En France, la réglementation sur l’installation des antennes-relais est quasi inexistante. Dans ce vide juridique, les trois opérateurs se sont engouffrés, poussés par un marché à très forte croissance, et ont planté des antennes partout où cela leur était possible, parfois près d’écoles, d’hôpitaux, de lieux publics très fortement fréquentés, et même à quelques mètres d’habitations.
L’absence de règle du jeu fixée par l’Etat a laissé place à des règles du jeu fixées par... les opérateurs eux-mêmes, et par les opérateurs et les collectivités locales : les fameuses chartes de bonne conduite, dont Nogent fut dotée dès 2002 sous l’impulsion de son maire Jacques J.-P. Martin (UMP). On appelle ça également l’autorégulation. C’est un document, signé par les entreprises et la mairie, qui fait loi localement.
L’adoption de ces chartes, négociées ville par ville, département par département, par les opérateurs, a créé ce que les associations ont appelé une inégalité devant les antennes. Ainsi, selon l’endroit où vous habitez, vous ou vos enfants pouvez recevoir une quantité de champs électro-magnétiques dix fois supérieure selon qu’une charte a été signée ou non. Une école peut être protégée ici mais une autre peut être surplombée de seize antennes là. C’est simplement fonction du bon vouloir du maire, du Conseil général et surtout des opérateurs.
A Nogent-sur-Marne, la charte de bonne conduite contient un article qui contraint les opérateurs à "accepter les discussions sur une installation existante ou future [...] en vue de définir un compromis acceptable par tous (opérateurs, ville, riverains), visant par exemple à réorienter ou à intégrer les antennes dans le paysage, à modifier voire à déplacer l’installation, à étudier l’implantation dans un autre site...". Un très bon article.

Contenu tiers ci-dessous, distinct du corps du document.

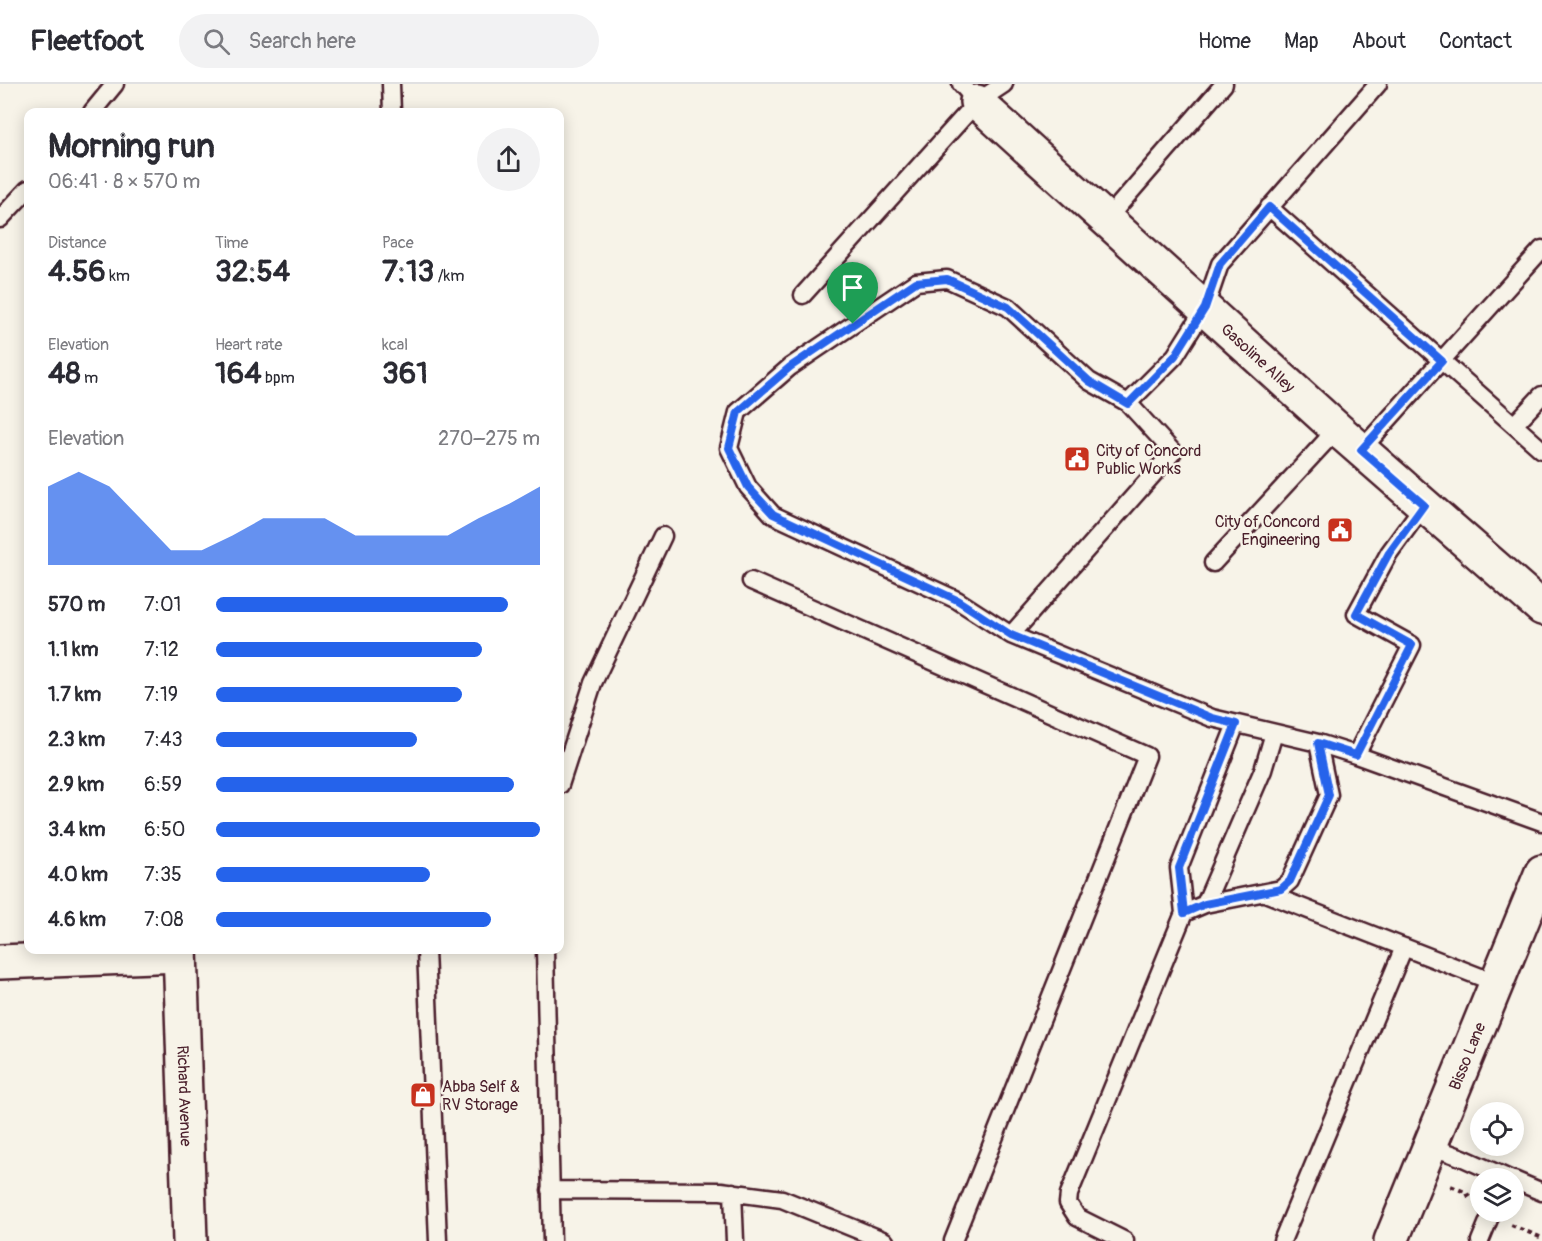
<!DOCTYPE html>
<meta charset="utf-8">
<style>
:root{--surface:#fff;--page:#f2f2f3;--text:#2b2b33;--muted:#7c7c81;--line:#e1e1e2;--accent:#2563eb}
body{margin:0;font-family:Pangolin,sans-serif;background:var(--page);color:var(--text);height:100vh;display:flex;flex-direction:column;font-size:22px;white-space:nowrap}
*{box-sizing:border-box;margin:0}
p{font-size:20px;color:var(--muted)}
.icon{flex:none;width:33px;height:33px;fill:none;stroke:currentColor;stroke-width:2;stroke-linecap:round;stroke-linejoin:round}
.map{position:relative;flex:1;overflow:hidden}
.panel{position:absolute;left:24px;top:24px;width:540px;height:846px;display:flex;flex-direction:column;background:var(--surface);border-radius:12px;box-shadow:0 3px 15px #0003}
.panel>*{flex:none}
.controls{position:absolute;left:1470px;top:1018px;display:grid;gap:12px}
.controls a{display:grid;place-items:center;width:54px;height:54px;border-radius:50%;background:var(--surface);box-shadow:0 3px 15px #0003;font-size:30px}
.pin{position:absolute;display:grid;place-items:center;width:51px;height:51px;color:#fff;margin:-62px -26px;border-radius:50% 50% 50% 0;rotate:-45deg;box-shadow:0 0 6px #0007}
.pin .icon{rotate:45deg}
.round{display:grid;place-items:center;flex:none;width:63px;height:63px;border-radius:32px;background:var(--page)}
.summary{display:flex;align-items:center;justify-content:space-between;height:102px;padding:0 24px}
h1{font-size:33px;font-weight:700;line-height:45px}
.metrics{display:grid;grid-template-columns:repeat(3,1fr);gap:9px;height:102px;padding:6px 24px}
.metrics div{display:grid;align-content:center}
.metrics b{font-size:30px;font-weight:700}
.metrics small{font-size:16px;font-weight:400}
.metrics p{font-size:16px}
.chart{height:168px;padding:12px 24px}
.chart p{display:flex;justify-content:space-between}
.chart svg{width:100%;height:108px;margin-top:6px;fill:var(--accent);opacity:.7}
ul{padding:0 24px;list-style:none;font-size:20px}
li{display:grid;grid-template-columns:96px 72px 1fr;align-items:center;height:45px}
li i{height:15px;border-radius:8px;background:var(--accent)}
header{display:flex;align-items:center;gap:36px;box-sizing:border-box;height:84px;padding:0 30px;background:var(--surface);border-bottom:2px solid var(--line)}
header strong{font-size:28px}
nav{display:flex;gap:33px;margin-inline-start:auto;font-size:21px}
.search{width:420px;height:54px;background:var(--page);display:flex;align-items:center;gap:15px;box-sizing:border-box;padding:0 21px;border-radius:33px;color:var(--muted);font-size:22px}
.map>svg:first-child{display:block}
.lines{fill:none;stroke-linecap:round;stroke-linejoin:round}
.lane-casing{stroke:#4a1f2b;stroke-width:21}
.street-casing{stroke:#4a1f2b;stroke-width:38}
.path{stroke:#4a1f2b;stroke-width:4;stroke-dasharray:4.5 4.5;stroke-linecap:butt}
.lane{stroke:#f7f3e8;stroke-width:16}
.street{stroke:#f7f3e8;stroke-width:33}
.route-casing{stroke:#fff;stroke-width:12}
.route{stroke:#2563eb;stroke-width:8}
.labels{text-anchor:middle;stroke-width:5;stroke-linejoin:round;paint-order:stroke}
.street-label{font-size:16px;fill:#4a1f2b;stroke:#f7f3e8}
.poi-label{font-size:16px;fill:#4a1f2b;stroke:#f7f3e8;text-anchor:start}
</style>
<header>
<strong>Fleetfoot</strong>
<div class="search"><svg class="icon" aria-label="search" viewBox="0 0 24 24"><circle cx="10" cy="10" r="6"/><path d="M15 15l6 6"/></svg>Search here</div>
<nav><a>Home</a><a>Map</a><a>About</a><a>Contact</a></nav>
</header>
<div class="map">
<svg width="1542" height="1157" viewBox="0 0 1542 1157">
<rect width="100%" height="100%" fill="#f7f3e8"/>
<filter id="ink" filterUnits="userSpaceOnUse"><feTurbulence type="fractalNoise" baseFrequency=".0167" numOctaves="2"/><feDisplacementMap in="SourceGraphic" scale="12" xChannelSelector="R" yChannelSelector="G"/><feConvolveMatrix kernelMatrix="1 2 1 2 8 2 1 2 1" color-interpolation-filters="sRGB"/></filter>
<g filter="url(#ink)">
<g class="lines">
<defs>
<path id="lane" d="M391,0L392,28
M961,0L977,18
M1378,0L1220,180L1205,224L1175,272L1128,319L1089,297L1008,223L947,195L916,198L790,283L738,328L729,364L748,403L773,431L957,516L1011,551L1212,634L1318,659L1356,671L1542,738
M92,28L115,0
M1269,123L1542,366
M0,135L28,105
M1106,136L1224,0
M803,211L977,18L1004,0
M1514,341L1542,311
M1361,366L1542,165
M1213,479L1337,345
M751,497L1147,672L953,1157
M1011,551L1173,368L1128,319
M1356,671L1412,561L1356,530L1389,469L1424,421
M560,701L593,599L663,452
M1265,809L1496,899
M1205,820L1263,686L1274,649
M1184,829L1179,784L1236,640
M426,866L438,1157
M545,866L552,1157
M1430,1062L1463,1074L1510,1095
M1514,1096L1542,1108
M550,1106L721,1107L782,1115L885,1157
M733,1108L735,1157
M1125,1157L1077,1133L1068,1119L1069,1110L1184,829L1205,820L1281,805L1290,797L1329,711L1318,659
M1282,1157L1404,863
M1480,1157L1492,1128"/>
<g id="street">
<path id="s1" d="M977,18L1337,345L1542,524"/>
<path id="s2" d="M180,866L190,1157"/>
<path d="M0,878L180,871"/>
<path id="s3" d="M1391,1157L1542,788"/>
</g>
</defs>
<use href="#lane" class="lane-casing"/>
<use href="#street" class="street-casing"/>
<path class="path" d="M1451,1102L1467,1109L1471,1117
M1511,1141L1542,1154"/>
<use href="#lane" class="lane"/>
<use href="#street" class="street"/>
</g>
</g>
<g class="lines" filter="url(#ink)">
<defs>
<path id="route" d="M1269,123L1442,277L1361,366L1424,421L1389,469L1356,530L1412,561L1356,671L1318,659L1329,711L1290,797L1281,805L1205,820L1184,829L1179,784L1236,640L1212,634L1011,551L957,516L773,430L748,403L729,364L738,328L790,283L916,198L947,195L1008,223L1089,297L1128,320L1175,272L1205,224L1220,180Z"/>
</defs>
<use href="#route" class="route-casing"/>
<use href="#route" class="route"/>
</g>
<defs>
<symbol id="civic-square" viewBox="-11 -11 22 22"><rect x="-9" y="-9" width="18" height="18" rx="4" fill="#c8321e" stroke="#f7f3e8"/><path d="M-.6-6.5H3V-4.5H.6V-3L4-1V1h2V6H-6V1h2V-1L-.6-3ZM-1.2 2.5V6h2.4V2.5Z" fill="#fff"/></symbol>
<symbol id="shop-square" viewBox="-11 -11 22 22"><rect x="-9" y="-9" width="18" height="18" rx="4" fill="#c8321e" stroke="#f7f3e8"/><path d="M-5-2.5h2.3a2.7 3.5 0 0 1 5.4 0H5L5.5 6h-11ZM-1.5-2.5h3a1.5 2.3 0 0 0-3 0Z" fill="#fff"/></symbol>
</defs>
<g fill-rule="evenodd">
<use href="#civic-square" x="1062" y="360" width="30" height="30"/>
<use href="#civic-square" x="1325" y="431" width="30" height="30"/>
<use href="#shop-square" x="408" y="996" width="30" height="30"/>
</g>
<g class="labels">
<g class="street-label">
<text dy="6" stroke="none"><textPath href="#s1" startOffset="380">Gasoline Alley</textPath></text>
<text dy="6" stroke="none"><textPath href="#s3" startOffset="200">Bisso Lane</textPath></text>
<text dy="6" stroke="none"><textPath href="#s2" startOffset="146">Richard Avenue</textPath></text>
</g>
<g class="poi-label">
<text x="1096" y="372">City of Concord<tspan x="1096" dy="18">Public Works</tspan></text>
<text x="1320" y="443" text-anchor="end">City of Concord<tspan x="1320" dy="18">Engineering</tspan></text>
<text x="442" y="1008">Abba Self &amp;<tspan x="442" dy="18">RV Storage</tspan></text>
</g>
</g>
</svg>
<div class="controls">
<a><svg class="icon" aria-label="locate" viewBox="0 0 24 24"><circle cx="12" cy="12" r="6"/><path d="M12 2v4M12 18v4M2 12h4M18 12h4"/></svg></a>
<a><svg class="icon" aria-label="layers" viewBox="0 0 24 24"><path d="M12 4l9 5-9 5-9-5zM3 14l9 5 9-5"/></svg></a>
</div>
<div class="pin" style="left:853px;top:240px;background:#1e9e55"><svg class="icon" aria-label="arrive" viewBox="0 0 24 24"><path d="M6 21V4h12l-3 4 3 4H6"/></svg></div>
<section class="panel">
<div class="summary"><div><h1>Morning run</h1><p>06:41 · 8 × 570 m</p></div><a class="round"><svg class="icon" aria-label="share" viewBox="0 0 24 24"><path d="M12 15V3M7 8l5-5 5 5M5 13v7h14v-7"/></svg></a></div>
<div class="metrics">
<div><p>Distance</p><b>4.56<small> km</small></b></div>
<div><p>Time</p><b>32:54</b></div>
<div><p>Pace</p><b>7:13<small> /km</small></b></div>
</div>
<div class="metrics">
<div><p>Elevation</p><b>48<small> m</small></b></div>
<div><p>Heart rate</p><b>164<small> bpm</small></b></div>
<div><p>kcal</p><b>361</b></div>
</div>
<div class="chart"><p><span>Elevation</span>270–275 m</p>
<svg viewBox="0 0 160 44" preserveAspectRatio="none"><path d="M0 44V12L10 6L20 12L30 25L40 38L50 38L60 32L70 25L80 25L90 25L100 32L110 32L120 32L130 32L140 25L150 19L160 12V44z"/></svg>
</div>
<ul>
<li><b>570 m</b>7:01<i style="width:90%"></i></li>
<li><b>1.1 km</b>7:12<i style="width:82%"></i></li>
<li><b>1.7 km</b>7:19<i style="width:76%"></i></li>
<li><b>2.3 km</b>7:43<i style="width:62%"></i></li>
<li><b>2.9 km</b>6:59<i style="width:92%"></i></li>
<li><b>3.4 km</b>6:50<i style="width:100%"></i></li>
<li><b>4.0 km</b>7:35<i style="width:66%"></i></li>
<li><b>4.6 km</b>7:08<i style="width:85%"></i></li>
</ul>
</section>
</div>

C’est précisément sur la base de cet article que depuis plus de deux ans, l’Association du coteau de Nogent-sur-Marne (ACN), agréée pour l’environnement par la préfecture, et la FCPE Val-de-Beauté, soutenues par les associations PRIARTEM et la coordination Priartem 94, s’opposent au projet de Bouygues Telecom.
Plus de cinq fois déjà, l’opérateur a tenté de passer en force mais s’est heurté à la détermination des riverains de l’ACN et des parents d’élèves. Jamais l’article 5 de la charte n’a été respecté. Jamais, par exemple, l’opérateur n’a envisagé d’étudier l’implantation des antennes sur un autre site. Jamais il n’a d’ailleurs apporté la preuve de la nécessité de ces antennes pour lui, tant sur le plan économique que sur le plan technique.
L’établissement d’une sorte de vrai-faux dialogue de sourds ponctué de coups de force a été sa seule démarche. Lorsque les textes parlent de concertation, l’opérateur organise une exposition sur les antennes et la téléphonie mobile à la mairie pour expliquer qu’il n’y a aucun risque. Lorsqu’une réunion est organisée par la préfecture, l’opérateur y agite de sombres menaces de poursuites judiciaires sur la tête de ceux qui auraient la mauvaise idée de continuer à contrarier ses projets. Si l’opérateur s’engage devant les représentants du préfet, de la mairie et des riverains à ne rien installer pendant les congés scolaires d’été en 2005, c’est pour mieux prendre tout le monde de court et installer du matériel sur le toit de l’immeuble en prétextant la sécurisation de la terrasse.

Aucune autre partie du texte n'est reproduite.